Seasonal work on farms could be found, particularly in the hops industry between 1900 and the 1920s. Chilliwack’s largest seasonal employer for a time, the hops industry employed hundreds of seasonal workers from Indigenous, Chinese, Japanese and South Asian Communities at hop yards such as the Hulbert Hop Company and British Columbia Hop Company.

Wood abacus with 9 bars holding 63 wood beads

Abacus used for counting by Chinese workers at the British Columbia Hop Company in Sardis.
Chilliwack Museum and Archives, 1990.028.001

While permanent work existed in the hops industry, positions were rare and most responsibilities in the hops fields, such as picking or pruning, were temporary and subject to crop yield. The number of Chinese workers in Chilliwack’s hops fields decreased sharply in the 1920s and 1930s, reflecting a discriminatory shift in hiring practices favouring the growing Mennonite community and a preference for Caucasian workers during the Great Depression of the 1930s.

Black and white photograph of two men spraying hops in a field with horse and wagon

Sing and co-worker spraying hops at the Hulbert Hops Gardens, c. 1901-1937.
Chilliwack Museum and Archives, 1987.013.004

Metal biscuit tin with orange, blue, yellow, and red floral design

A gift from a labourer to their employer at the Evans’ farm.
Chilliwack Museum and Archives, 1979.031.001

Social relations between farm labourers and their employers were multi-faceted and workers often gave gifts to their employers as part of holiday celebrations.  Listen to a 1983 interview between Penny Lett of the Chilliwack Museum and Historical Society and Doreen McCutcheon, where they discuss the life of Jim Lee, a Chinese farmhand from Chinatown South employed on Doreen’s family farm.

Audio clip with transcript. 

Chinese tenant farming was also popular in Chilliwack. Tenant farming is the practice of renting land to another person to farm in exchange for payment, usually in the form of cash or a percentage of produce grown on the land. In Chilliwack, the tenant farming system dates to roughly the 1860s and was key to transforming acres into arable farm land. Land for tenant farming was leased from property and farm owners.

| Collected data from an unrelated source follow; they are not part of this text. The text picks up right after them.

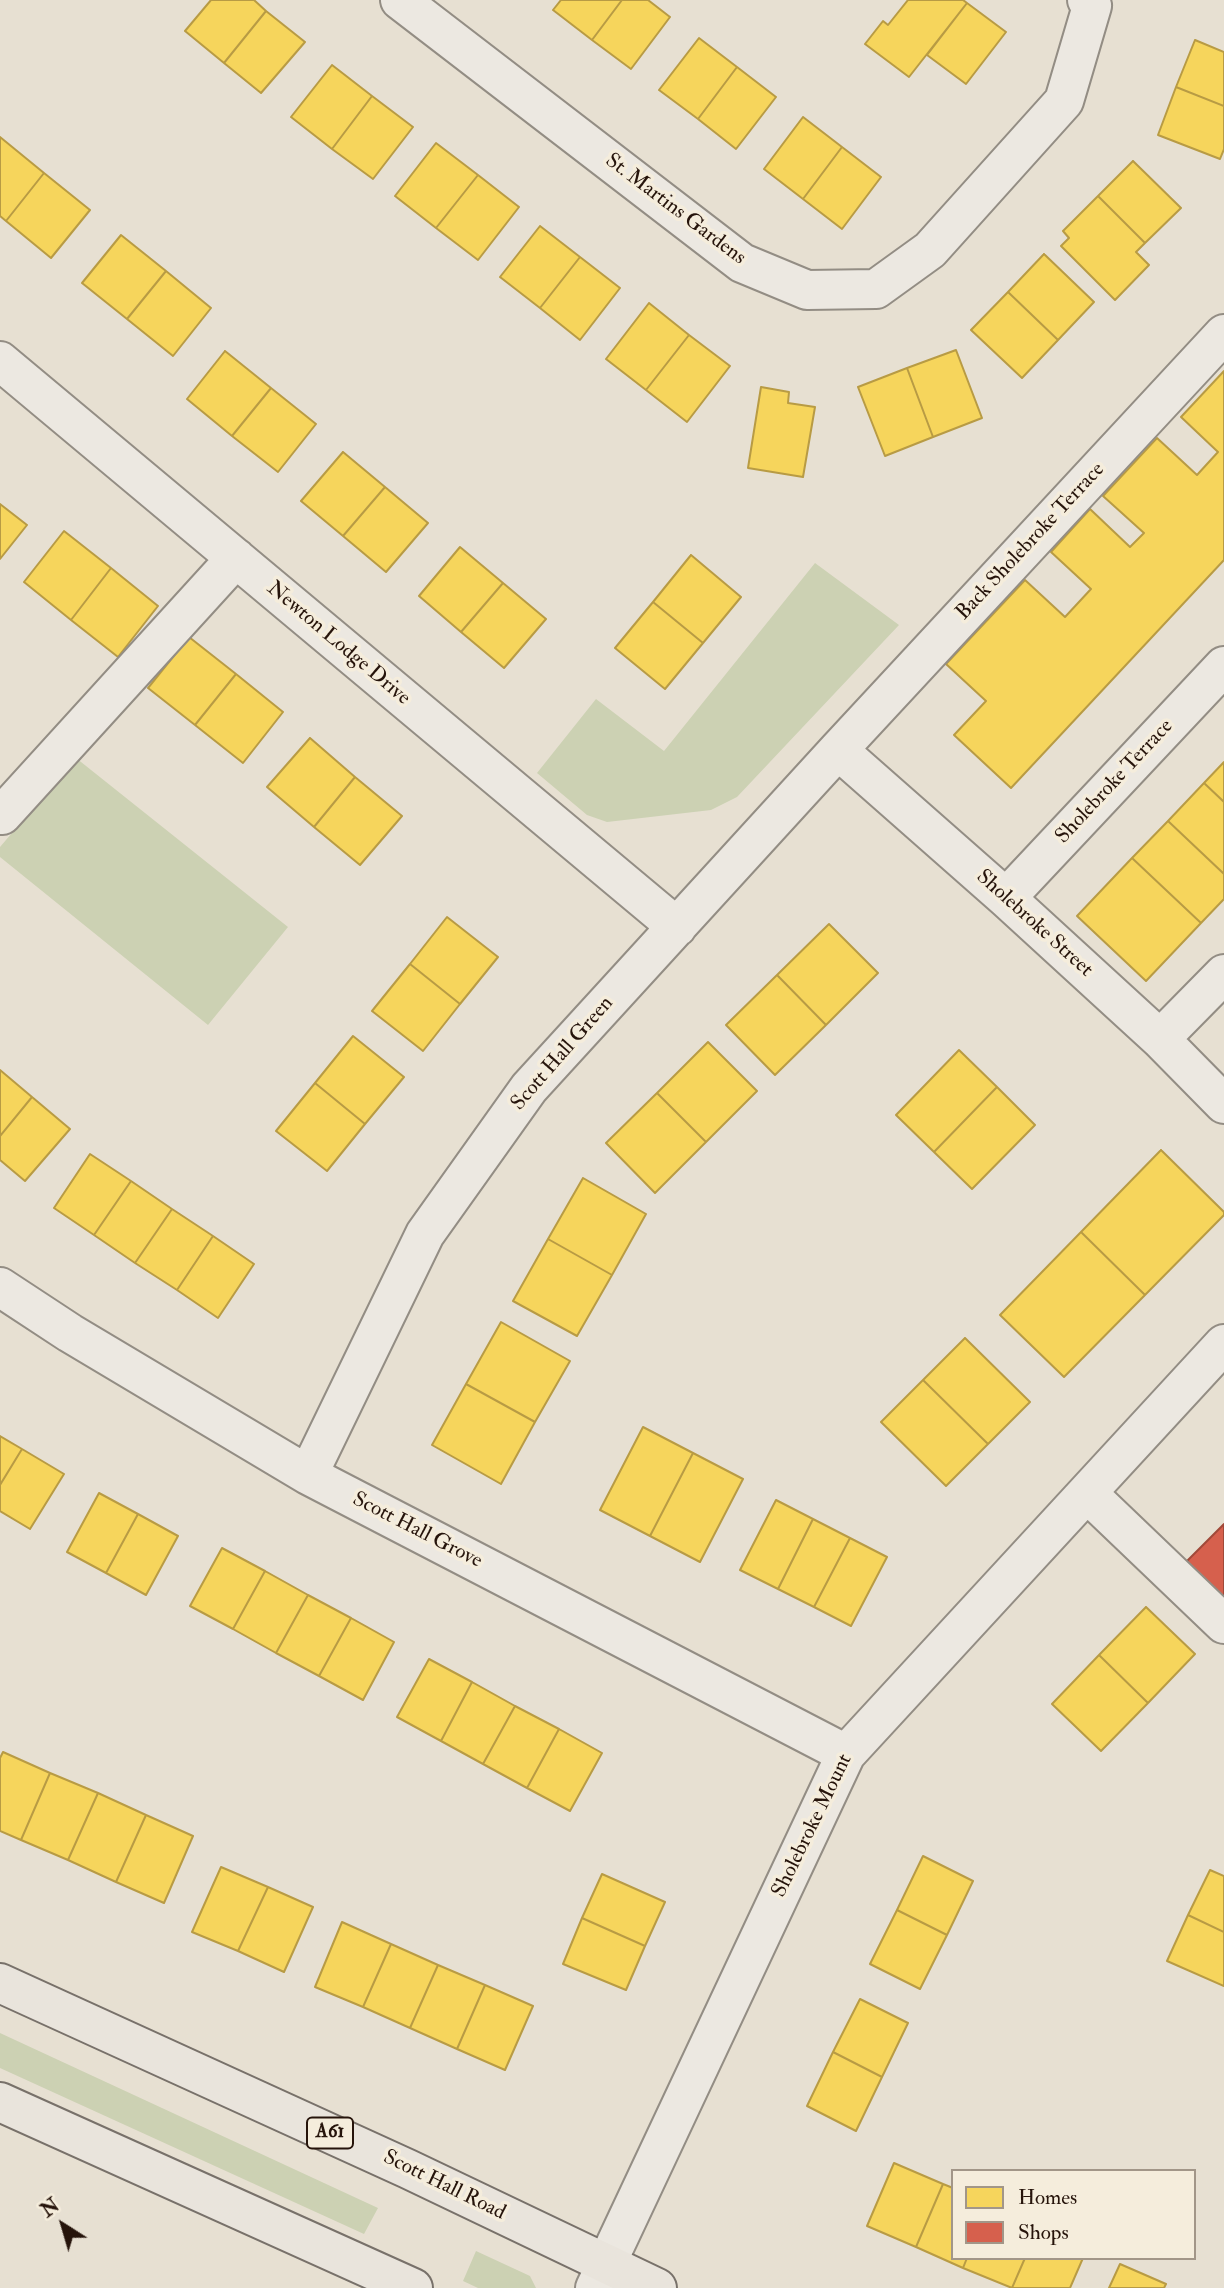 <!DOCTYPE html>
<style>
body{margin:0}
#map{position:relative;width:1224px;height:2288px;overflow:hidden;background:#e7e0d2;font-family:"IM FELL Double Pica",serif}
canvas{display:block}
.legend{position:absolute;left:951px;top:2169px;width:245px;height:91px;box-sizing:border-box;background:#f5eddc;border:2px solid #a29688;margin:0;padding:9px 12px;list-style:none;font-size:21px;color:#26140b}
.legend li{display:flex;align-items:center;gap:14px;height:35px}
.legend b{width:35px;border:2px solid #a29688}
.north{position:absolute;left:28px;top:2190px;width:70px;height:70px;-webkit-text-stroke:5px #f5eddc;paint-order:stroke;rotate:323deg;font-size:19px;font-weight:700;line-height:28px;text-align:center;color:#26140b}
.north::after{content:'';display:block;margin:auto;width:24px;height:32px;background:#26140b;clip-path:polygon(50% 0,100% 100%,50% 72%,0 100%)}
</style>
<div id="map">
<canvas width="1224" height="2288"></canvas>
<ul class="legend">
<li><b style="height:19px;background:#f6d55c"></b>Homes</li>
<li><b style="height:19px;background:#d6604d"></b>Shops</li>
</ul>
<div class="north">N</div>
</div>
<script>
const ctx = document.querySelector('canvas').getContext('2d');
ctx.lineJoin = 'round';
function fill(path, color) { ctx.fillStyle = color; ctx.fill(path, 'evenodd'); }
const shape = rows => new Path2D(rows.map(r => 'M' + r).join(''));
function strokePath(path, color, width, dash) { ctx.strokeStyle = color; ctx.lineWidth = width; ctx.lineCap = dash ? 'butt' : 'round'; ctx.setLineDash(dash || []); ctx.stroke(path); }
function drawText(font, color, halo, rows, align = 'center') {
  ctx.font = font + ' "IM FELL Double Pica",serif'; ctx.lineWidth = 7; ctx.setLineDash([]); ctx.textBaseline = 'middle'; ctx.strokeStyle = halo; ctx.fillStyle = color; for (const [text, x, y, turn = 0] of rows) {
    ctx.save(); ctx.translate(x, y); ctx.rotate((+turn || 0) * Math.PI / 180); ctx.textAlign = isNaN(turn) ? turn : align; if (halo) ctx.strokeText(text, 0, 0); ctx.fillText(text, 0, 0); ctx.restore();
  }
}
const green = shape([
 [815,563,899,625,737,797,711,810,607,822,587,815,537,773,596,699,664,751],
 [76,758,288,927,208,1025,0,857,0,847],
 [0,2033,378,2208,364,2234,0,2068],
 [476,2251,530,2276,536,2288,478,2288,463,2281]
]);
const homes = shape([
 [211,0,254,0,266,11,224,63,185,31,211,0],
 [561,0,622,0,592,40,553,10,561,0],
 [622,0,648,0,670,17,631,69,592,40,622,0],
 [908,0,963,0,967,3,909,77,865,44,883,21,888,25,908,0],
 [967,3,1006,32,966,84,927,55,967,3],
 [266,11,305,42,261,93,224,63,266,11],
 [699,38,737,67,698,119,659,90,699,38],
 [1195,40,1224,52,1224,106,1176,87,1195,40],
 [332,65,372,96,332,149,291,117,332,65],
 [737,67,776,97,736,149,698,119,737,67],
 [1176,87,1224,106,1224,149,1220,159,1158,135,1176,87],
 [372,96,413,127,373,179,332,149,372,96],
 [803,117,842,147,803,199,764,169,803,117],
 [0,137,44,173,6,221,0,216,0,137],
 [436,143,478,175,436,228,395,196,436,143],
 [842,147,881,177,842,229,803,199,842,147],
 [1133,161,1181,208,1145,243,1098,196,1133,161],
 [44,173,90,210,51,258,6,221,44,173],
 [478,175,519,207,478,260,436,228,478,175],
 [1098,196,1145,243,1136,252,1149,265,1115,300,1061,246,1069,238,1063,231,1098,196],
 [540,226,580,257,540,308,500,277,540,226],
 [121,235,166,271,127,319,82,283,121,235],
 [1044,254,1094,302,1058,340,1008,292,1044,254],
 [580,257,620,288,580,340,540,308,580,257],
 [166,271,211,308,173,356,127,319,166,271],
 [1008,292,1058,340,1022,378,971,330,1008,292],
 [649,303,689,335,646,390,606,359,649,303],
 [689,335,730,366,687,422,646,390,689,335],
 [956,350,982,418,933,437,907,368,956,350],
 [225,351,271,388,232,436,187,399,225,351],
 [907,368,933,437,885,456,858,387,907,368],
 [1224,371,1224,560,1011,788,954,735,986,701,946,664,1025,580,1065,617,1091,589,1051,552,1090,509,1130,547,1144,533,1103,496,1157,438,1197,475,1218,452,1181,417,1224,371],
 [761,387,789,392,788,403,815,407,803,477,748,468,761,387],
 [271,388,316,424,278,472,232,436,271,388],
 [343,452,385,487,343,536,301,501,343,452],
 [385,487,428,523,386,572,343,536,385,487],
 [0,504,27,525,0,559,0,504],
 [64,531,111,568,71,620,24,582,64,531],
 [460,547,503,583,461,632,419,596,460,547],
 [691,555,741,597,703,643,653,602,691,555],
 [111,568,158,606,118,657,71,620,111,568],
 [503,583,546,619,504,668,461,632,503,583],
 [653,602,703,643,665,689,615,648,653,602],
 [189,637,236,674,195,725,148,688,189,637],
 [236,674,283,712,243,763,195,725,236,674],
 [310,738,355,777,314,827,267,787,310,738],
 [1224,762,1224,802,1204,783,1224,762],
 [355,777,402,816,360,865,314,827,355,777],
 [1204,783,1224,802,1224,874,1168,821,1204,783],
 [1168,821,1224,874,1224,899,1201,923,1132,858,1168,821],
 [1132,858,1201,923,1146,981,1077,916,1132,858],
 [447,917,498,957,460,1004,410,964,447,917],
 [829,924,878,973,826,1025,777,975,829,924],
 [410,964,460,1004,423,1051,372,1011,410,964],
 [777,975,826,1025,775,1075,726,1025,777,975],
 [353,1036,404,1077,365,1124,315,1083,353,1036],
 [708,1042,757,1091,706,1142,657,1093,708,1042],
 [959,1050,997,1087,934,1152,896,1115,959,1050],
 [0,1070,32,1097,0,1136,0,1070],
 [315,1083,365,1124,327,1171,276,1131,315,1083],
 [997,1087,1035,1125,972,1189,934,1152,997,1087],
 [657,1093,706,1142,655,1193,606,1143,657,1093],
 [32,1097,70,1129,25,1181,0,1160,0,1136,32,1097],
 [1161,1150,1224,1212,1224,1215,1145,1295,1081,1232,1161,1150],
 [90,1154,131,1181,94,1235,54,1208,90,1154],
 [583,1178,646,1214,612,1275,548,1239,583,1178],
 [131,1181,172,1209,135,1263,94,1235,131,1181],
 [172,1209,213,1236,177,1290,135,1263,172,1209],
 [1081,1232,1145,1295,1064,1377,1000,1315,1081,1232],
 [213,1236,254,1264,218,1318,177,1290,213,1236],
 [548,1239,612,1275,577,1336,513,1301,548,1239],
 [501,1322,570,1361,535,1422,466,1384,501,1322],
 [965,1338,1030,1402,988,1444,923,1380,965,1338],
 [923,1380,988,1444,946,1486,881,1422,923,1380],
 [466,1384,535,1422,501,1484,432,1445,466,1384],
 [643,1427,693,1453,650,1536,600,1510,643,1427],
 [0,1436,22,1449,0,1485,0,1436],
 [22,1449,64,1474,30,1529,0,1511,0,1485,22,1449],
 [693,1453,743,1479,700,1562,650,1536,693,1453],
 [99,1493,138,1514,106,1573,67,1552,99,1493],
 [776,1500,813,1519,778,1589,740,1570,776,1500],
 [138,1514,178,1536,146,1595,106,1573,138,1514],
 [813,1519,850,1538,814,1607,778,1589,813,1519],
 [850,1538,887,1557,851,1626,814,1607,850,1538],
 [222,1548,265,1571,233,1629,190,1606,222,1548],
 [265,1571,308,1595,276,1653,233,1629,265,1571],
 [308,1595,351,1618,319,1676,276,1653,308,1595],
 [1146,1607,1195,1654,1148,1703,1099,1655,1146,1607],
 [351,1618,394,1642,363,1700,319,1676,351,1618],
 [1099,1655,1148,1703,1101,1751,1052,1704,1099,1655],
 [429,1659,472,1682,441,1741,397,1717,429,1659],
 [472,1682,515,1706,483,1764,441,1741,472,1682],
 [515,1706,559,1729,527,1788,483,1764,515,1706],
 [559,1729,602,1753,570,1811,527,1788,559,1729],
 [3,1752,50,1773,21,1840,0,1831,0,1758,3,1752],
 [50,1773,98,1793,68,1860,21,1840,50,1773],
 [98,1793,146,1815,116,1882,68,1860,98,1793],
 [146,1815,193,1836,164,1903,116,1882,146,1815],
 [923,1856,973,1881,947,1935,897,1910,923,1856],
 [221,1867,268,1887,238,1951,192,1932,221,1867],
 [1210,1870,1224,1876,1224,1932,1188,1915,1210,1870],
 [602,1874,665,1902,645,1946,582,1918,602,1874],
 [268,1887,313,1907,284,1972,238,1951,268,1887],
 [897,1910,947,1935,920,1989,870,1964,897,1910],
 [1188,1915,1224,1932,1224,1986,1167,1961,1188,1915],
 [582,1918,645,1946,626,1990,563,1964,582,1918],
 [342,1922,391,1944,363,2007,315,1987,342,1922],
 [391,1944,438,1965,410,2028,363,2007,391,1944],
 [438,1965,485,1985,457,2049,410,2028,438,1965],
 [485,1985,533,2006,505,2070,457,2049,485,1985],
 [860,1999,908,2023,882,2077,833,2052,860,1999],
 [833,2052,882,2077,856,2131,807,2106,833,2052],
 [894,2163,943,2184,916,2247,867,2226,894,2163],
 [943,2184,953,2188,953,2258,967,2258,963,2268,916,2247,943,2184],
 [967,2258,1025,2258,1012,2288,963,2268,967,2258],
 [1025,2258,1083,2258,1070,2288,1012,2288,1025,2258],
 [1120,2264,1166,2284,1164,2288,1109,2288,1120,2264]
]);
const shops = shape([
 [1224,1524,1224,1599,1186,1562,1224,1524]
]);
const minor = shape([
 [400,0,742,263,807,290,876,289,930,250,1064,101,1092,6,1087,0],
 [0,361,677,927],
 [838,750,1006,898,1160,1039,1224,1104],
 [2,815,236,558],
 [1006,898,1224,666],
 [1160,1039,1224,974],
 [0,1287,70,1333,308,1475,846,1754],
 [308,1475,425,1234,529,1088,838,750,1224,334],
 [1087,1493,1224,1624],
 [595,2288,846,1754,1224,1344]
]);
const highway = shape([
 [0,1983,408,2169,657,2288],
 [0,2102,413,2288]
]);
const shields = [
 [330,2133,46]
];
const shieldNames = [
 ["A61",330,2133]
];
const streetNames = [
 ["St. Martins Gardens",675,210,37],
 ["Back Sholebroke Terrace",1031,542,-47],
 ["Newton Lodge Drive",338,644,40],
 ["Sholebroke Terrace",1115,782,-47],
 ["Sholebroke Street",1034,924,42],
 ["Scott Hall Green",563,1054,-49],
 ["Scott Hall Grove",417,1531,27],
 ["Sholebroke Mount",813,1826,-64],
 ["Scott Hall Road",444,2186,26]
];
fill(green, '#ccd1b3');
fill(homes, '#f6d55c');
strokePath(homes, '#b89b44', 2);
fill(shops, '#d6604d');
strokePath(shops, '#a14939', 2);
strokePath(minor, '#938d84', 42);
strokePath(highway, '#78716a', 42);
strokePath(minor, '#ece8e1', 38);
strokePath(highway, '#e9e4dc', 38);
for (const [x, y, w] of shields) { const box = new Path2D(); box.roundRect(x - w / 2, y - 15.5, w, 31, 5); ctx.fillStyle = '#f5eddc'; ctx.fill(box); strokePath(box, '#26140b', 2); }
drawText('bold 19px', '#26140b', null, shieldNames);
drawText('21px', '#26140b', '#f5eddc', streetNames);
</script>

Watch the video interview with Dr. Chad Reimer, author of Chilliwack’s Chinatowns, to learn more about tenant farming in Chilliwack.

View this video with a transcript.

Tenant farming provided advantages over other employment available at the time. While agreements reached with property owners traditionally involved stipulations such as the removal of brush and trees from the parcel of land rented, tenant farming provided a degree of independence to Chinese tenant farmers and had the potential to be lucrative enough to allow tenant farmers to save to purchase land, although those capable were the exception. Tenant farming grew immensely in popularity: in 1911, there were 49 independent Chinese farmers in Chilliwack, a 2,350% increase over the number of reported tenant farmers in 1901.

A 1922 Commission led by provincial Agricultural Minister Edward Dodsley (E.D.) Barrow as part of the drainage of Sumas Lake noted that Chinese farmers:

  • Produced 90% of B.C.’s “truck produce”
  • Produced 55% of the potato crop for the province
  • Owned 5,000 acres of land
  • Leased 10,030 acres of land

These are significant figures within the agricultural industry of British Columbia.